*INSTRUCTIONS TO FOLLOW*
Print the records below exactly, and do not carry over any picture.
DATA FOR THIS EXERCISE START
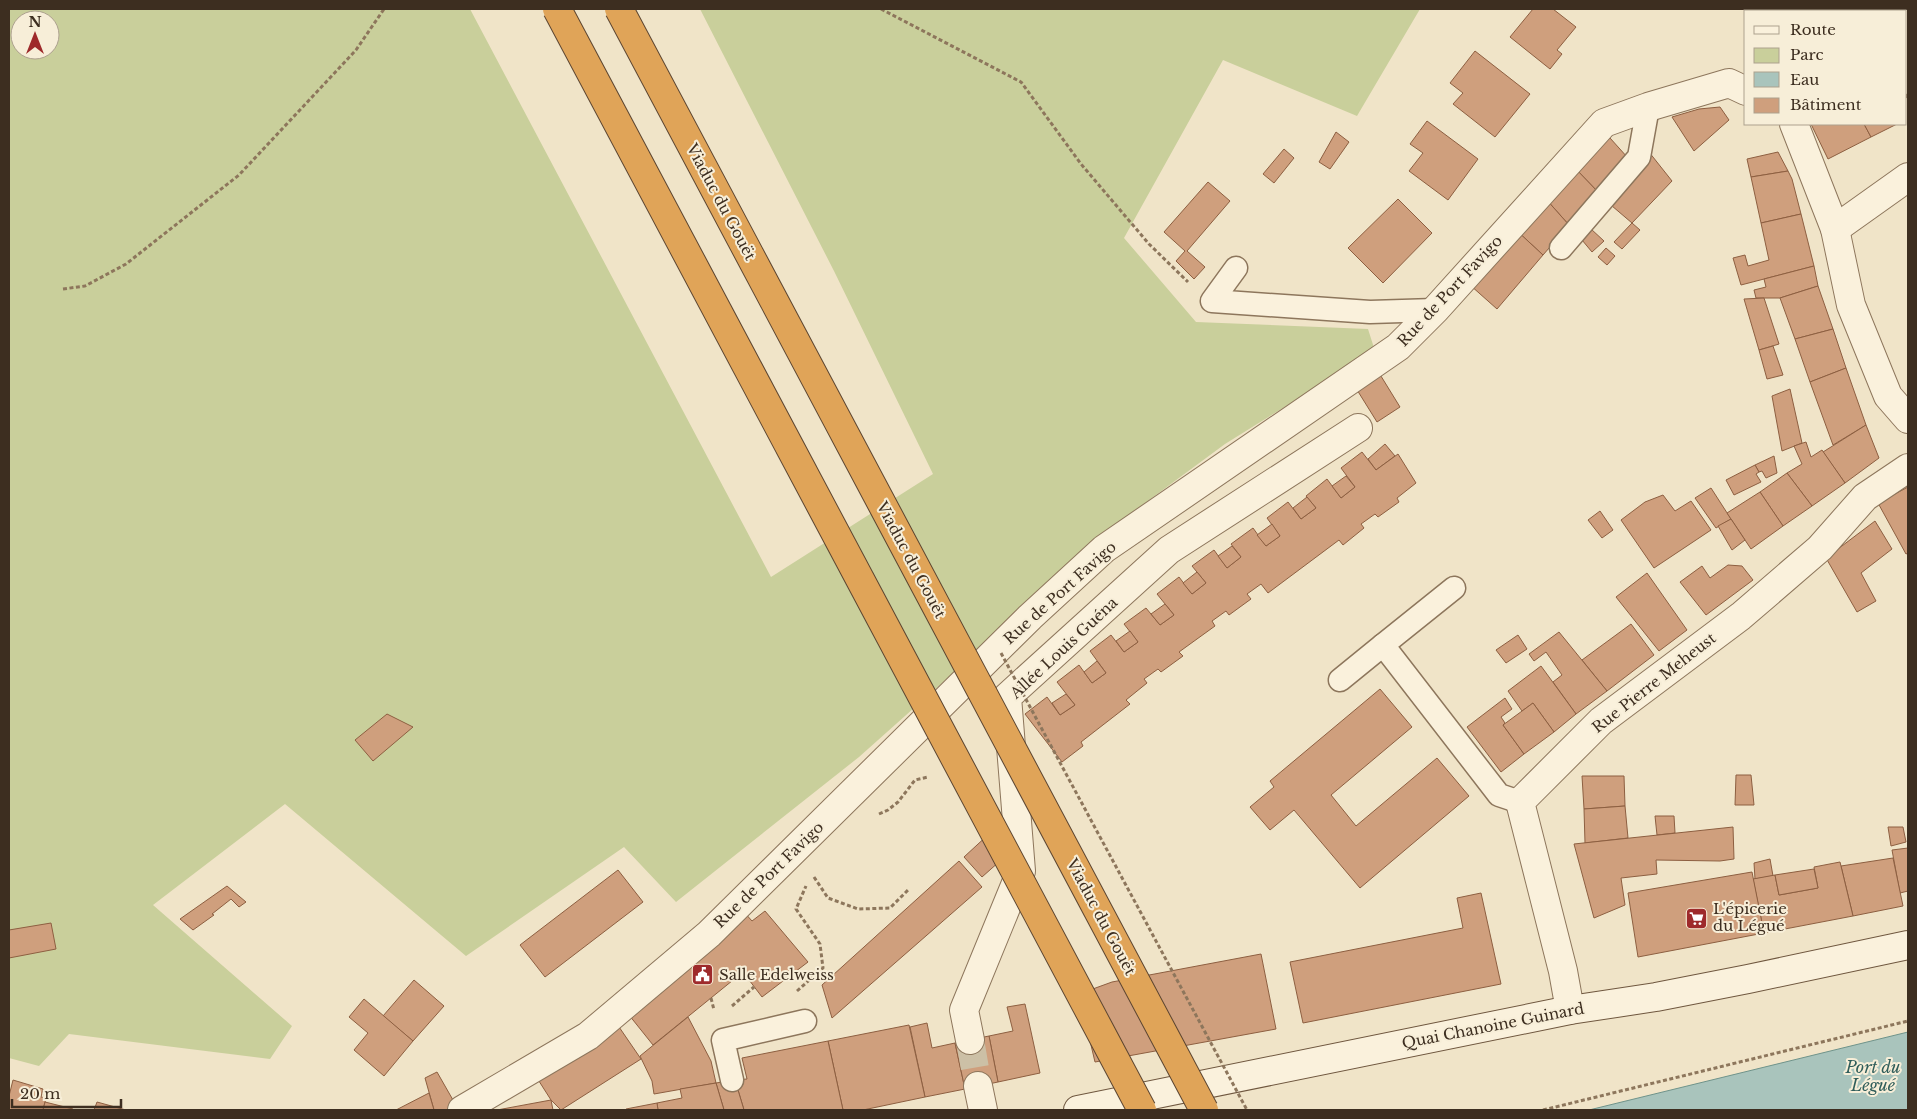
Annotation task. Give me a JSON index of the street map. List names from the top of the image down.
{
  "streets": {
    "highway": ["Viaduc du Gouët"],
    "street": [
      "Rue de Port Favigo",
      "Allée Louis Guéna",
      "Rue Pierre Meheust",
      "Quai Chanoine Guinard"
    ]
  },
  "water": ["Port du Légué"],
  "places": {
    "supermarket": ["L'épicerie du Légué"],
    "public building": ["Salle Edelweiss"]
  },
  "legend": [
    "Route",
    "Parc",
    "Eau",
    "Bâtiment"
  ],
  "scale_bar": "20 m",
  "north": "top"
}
DATA FOR THIS EXERCISE END
*OUTPUT BELOW*
Annotation task. Give me a JSON index of the street map. List names from the top of the image down.
{
  "streets": {
    "highway": ["Viaduc du Gouët"],
    "street": [
      "Rue de Port Favigo",
      "Allée Louis Guéna",
      "Rue Pierre Meheust",
      "Quai Chanoine Guinard"
    ]
  },
  "water": ["Port du Légué"],
  "places": {
    "supermarket": ["L'épicerie du Légué"],
    "public building": ["Salle Edelweiss"]
  },
  "legend": [
    "Route",
    "Parc",
    "Eau",
    "Bâtiment"
  ],
  "scale_bar": "20 m",
  "north": "top"
}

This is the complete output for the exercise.